Quando il magnante Van Buren (Guy Pearce) interroga László Tóth (Adrien Brody) sulla ragione del suo amore per l’architettura, la sua risposta è tanto semplice quanto profondamente rivelatrice della natura stessa di The Brutalist: “Non c’è descrizione migliore del cubo che la sua stessa costruzione”. Il nuovo film di Brady Corbet, presentato nel Concorso Ufficiale dell’81° Mosta d’Arte Cinematografica di Venezia, è difatti composto da un tripudio di costruzioni indipendenti e interconnesse al tempo stesso. Vi è la costruzione (o meglio ricostruzione) di un uomo che riesce ad ottenere un’inaspettata seconda possibilità, la costruzione e la conseguente distruzione del sogno americano che inquadra gli Stati Uniti come una terra promessa che finisce per distruggere i meno fortunati. È anche una costruzione nel senso più letterale del termine, con un edificio tanto maestoso quanto di natura estremamente essenziale, concentrato sulla funzionalità ma con un riguardo particolare all’estetica.
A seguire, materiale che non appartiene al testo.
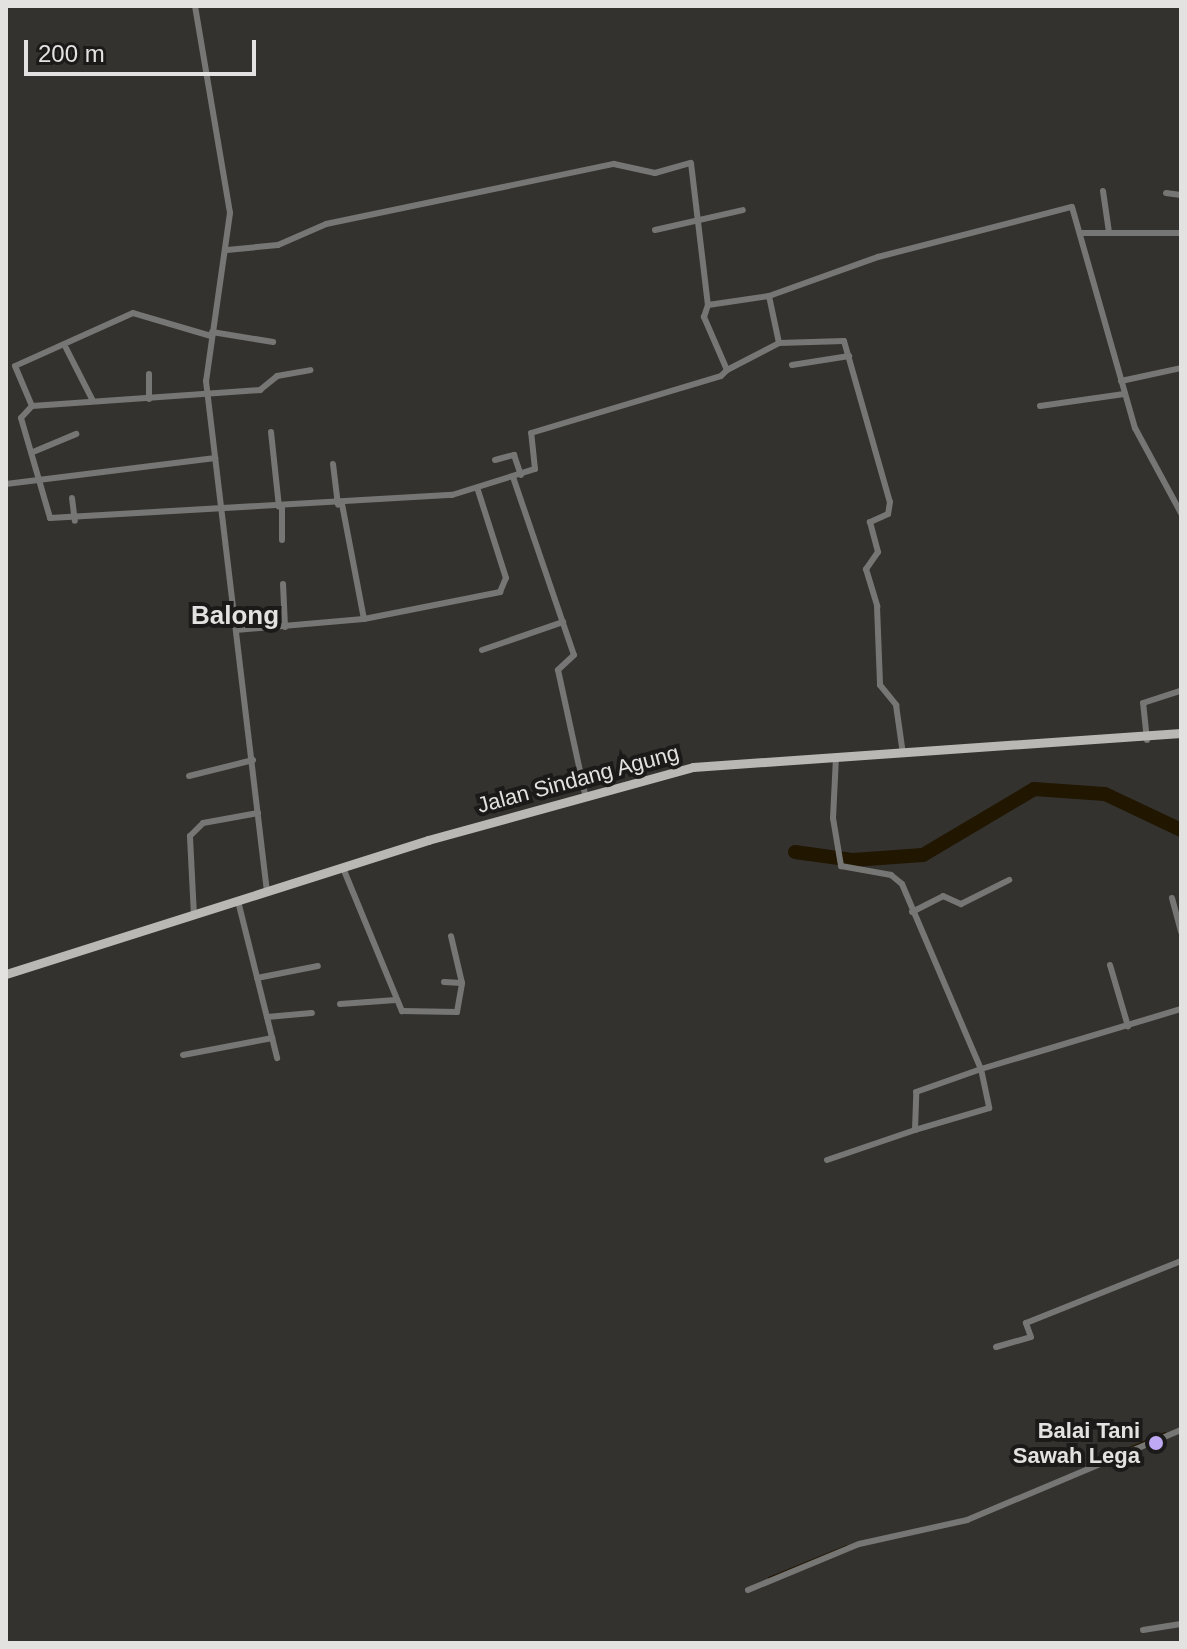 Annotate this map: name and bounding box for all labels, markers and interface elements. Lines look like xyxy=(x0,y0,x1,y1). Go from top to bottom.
scale bar xyxy=(28,24,260,74)
text: 200 m xyxy=(38,40,105,67)
district label: Balong xyxy=(191,600,279,632)
street label: Jalan Sindang Agung xyxy=(474,739,682,819)
place label: Balai Tani Sawah Lega xyxy=(1013,1417,1140,1468)
marker: Balai Tani Sawah Lega xyxy=(1147,1434,1165,1452) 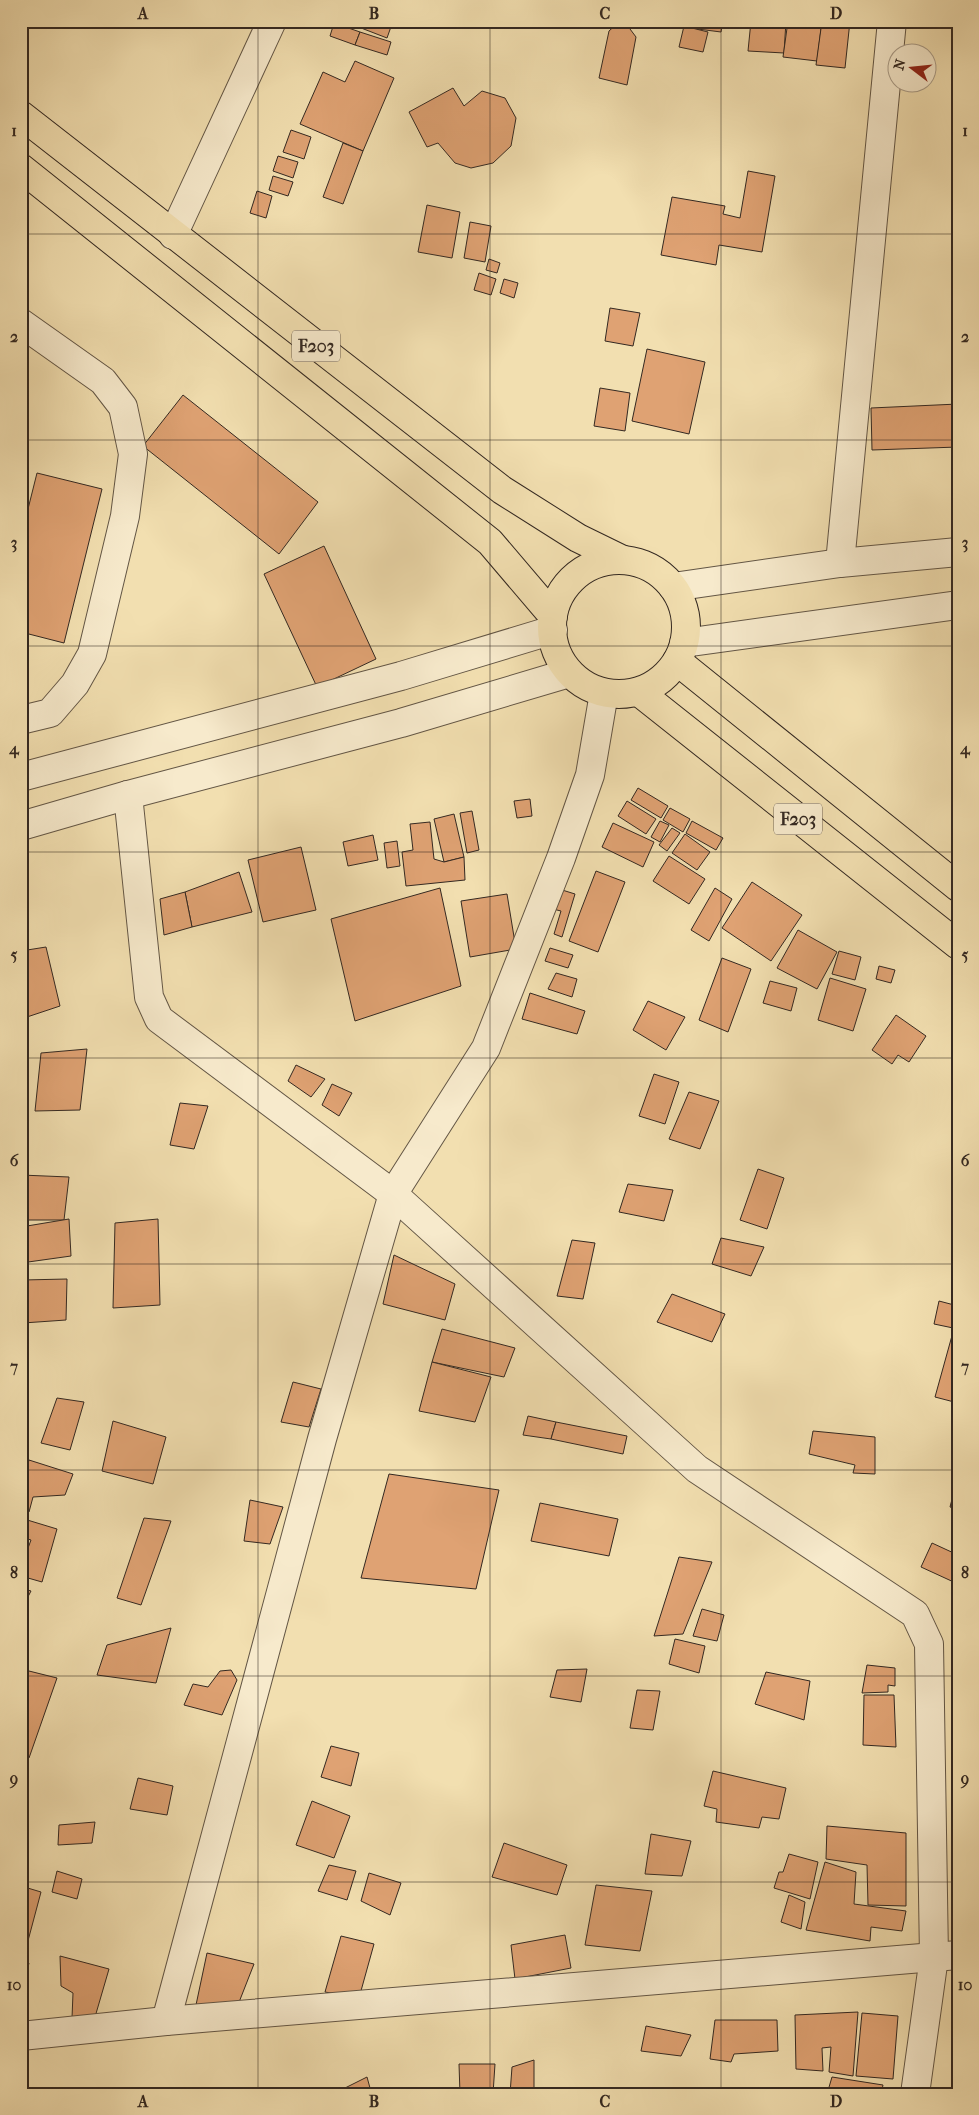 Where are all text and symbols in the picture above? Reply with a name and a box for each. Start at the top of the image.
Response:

The Brutalist arriva a Venezia dopo una lunga gestazione – o meglio costruzione: annunciato sul finire del 2018 in occasione della première veneziana della sua opera seconda Vox Lux, fu annunciato nel 2020 un cast totalmente diverso che vedeva Joel Edgerton e Marion Cotillard nei ruoli principali di László e Erzsébet che a causa di numerosi ritardi produttivi dovuti al COVID e tante altre problematiche si trasformò nel 2023 nel gruppo di lavoro effettivo del film. Il risultato è un’opera dalla durata titanica, 215 minuti con all’interno un intervallo di 15 minuti, 26 rulli di pellicola del peso complessivo di 136 chili con un operatore che alla fine della prima proiezione per la stampa ha esultato come mai prima.

Il film di Brady Corbet prosegue la strana tradizione veneziana aperta da Tàr dei biopic ambigui: opere che vivono sulla sottile linea tra realtà e finzione, portando storie talmente verosimili e calate nel reale (difatti la parabola di vita di Tóth assomiglia molto a quella di Marcel Breuer) che appaiono come qualcosa di dimenticato nel tempo piuttosto che frutto di mera finzione.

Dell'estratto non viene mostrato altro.